Any help will be gratefully received!

 

[joe]

Don't listen to Some1's answer - he's got it wrong.


Try a specific example:
f(x) = x^2 i.e. "x squared"

This function defines a parabola with its vertex at (0,0) and its axis of symmetry lying on the positive y-axis.

Now, change the definition to:
f(x+2) = x^2

The function is still a parabola, but it has shifted to the left because of the +2 in the argument (an argument is just another word for the "input" to a function). The vertex is located at the minimum value of the function, which is where the x^2 is 0, so (x+2) must evaluate to 0 also. In other words, the vertex is now found at the position where x=-2, i.e. at (-2,0) because when x = -2, the argument of the function, (x+2), evaluates to (-2+2), which is 0.

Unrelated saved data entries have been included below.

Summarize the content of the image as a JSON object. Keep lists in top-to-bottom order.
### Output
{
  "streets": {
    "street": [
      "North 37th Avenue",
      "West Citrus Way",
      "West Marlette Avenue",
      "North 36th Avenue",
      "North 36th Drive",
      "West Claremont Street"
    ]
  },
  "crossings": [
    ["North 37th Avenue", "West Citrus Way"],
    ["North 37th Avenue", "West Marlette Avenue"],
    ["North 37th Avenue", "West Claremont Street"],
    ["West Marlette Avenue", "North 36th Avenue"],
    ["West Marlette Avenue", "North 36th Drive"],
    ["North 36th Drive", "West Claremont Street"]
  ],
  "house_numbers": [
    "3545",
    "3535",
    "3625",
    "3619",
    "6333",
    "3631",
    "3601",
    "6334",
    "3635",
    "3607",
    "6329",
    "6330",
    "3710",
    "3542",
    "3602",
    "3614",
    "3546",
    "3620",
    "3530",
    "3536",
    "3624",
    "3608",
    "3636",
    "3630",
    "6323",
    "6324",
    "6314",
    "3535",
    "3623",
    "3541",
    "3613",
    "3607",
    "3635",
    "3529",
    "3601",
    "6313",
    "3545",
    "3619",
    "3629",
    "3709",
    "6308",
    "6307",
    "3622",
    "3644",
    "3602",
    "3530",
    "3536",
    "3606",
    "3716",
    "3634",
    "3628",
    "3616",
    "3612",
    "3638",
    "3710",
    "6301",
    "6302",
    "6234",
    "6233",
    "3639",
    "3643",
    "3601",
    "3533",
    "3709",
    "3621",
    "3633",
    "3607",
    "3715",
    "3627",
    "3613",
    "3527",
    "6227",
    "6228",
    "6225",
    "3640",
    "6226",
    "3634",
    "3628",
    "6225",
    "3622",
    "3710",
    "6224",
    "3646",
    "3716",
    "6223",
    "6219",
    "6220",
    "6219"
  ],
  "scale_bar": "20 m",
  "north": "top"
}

The same goes for every other point on the function - whatever used to be at x is now at x-2 because the whole function has shifted over to the left by 2. Increasing the argument shifts the function to the left; decreasing the argument shifts it to the right.

If we define a constant, a, to represent the amount added to or subtracted from the argument, we get:
f(x+a) = x^2

Positive values of "a" shift the function to the left (more negative) and negative values of "a" shift the function to the right (more positive.)


By the way, if you want to shift a function up or down (as Some1 mentions), you add the constant to the other side of the definition. For example, to move f(x) = x^2 up or down you write:
f(x) = x^2 + b

Positive b moves it up, negative b moves it down.

By using both a and b you can move the function anywhere on the Cartesian plane:
f(x+a) = x^2 + b

Finally, observe that you can move b to the other side:
f(x+a) = x^2 + b => f(x+a) - b = x^2
This gives a another sense of what's going on: a affects x, and b affects f, which is really just y.

 

[Milagros]

just find the rules

 

[Some1]

The general idea is to start with a curve defined by f(x) and then either stretch/compress it or move it to a new position. x is simply there to represent the independent variable of the function. And by now you should probably know how a function is affected by changing x. Regarding "a", it is simply affecting the range of the function by, in a way, altering the domain of the function before it is even processed by the function. All you really need to learn is that, in general, if f(x+a) is positive, and "a" is positive, then the graph of the function will be shifted/moved a units upwards in the Cartesian plane. But if "a" is negative then the converse happens: the graph of f will be shifted |a| units downwards in the Cartesian plane. I am affraid I might have made this sound harder than it actually is. The actual idea behind f(x + a) is simply to illustrate how a curve can shift up and down depending on what "a" is.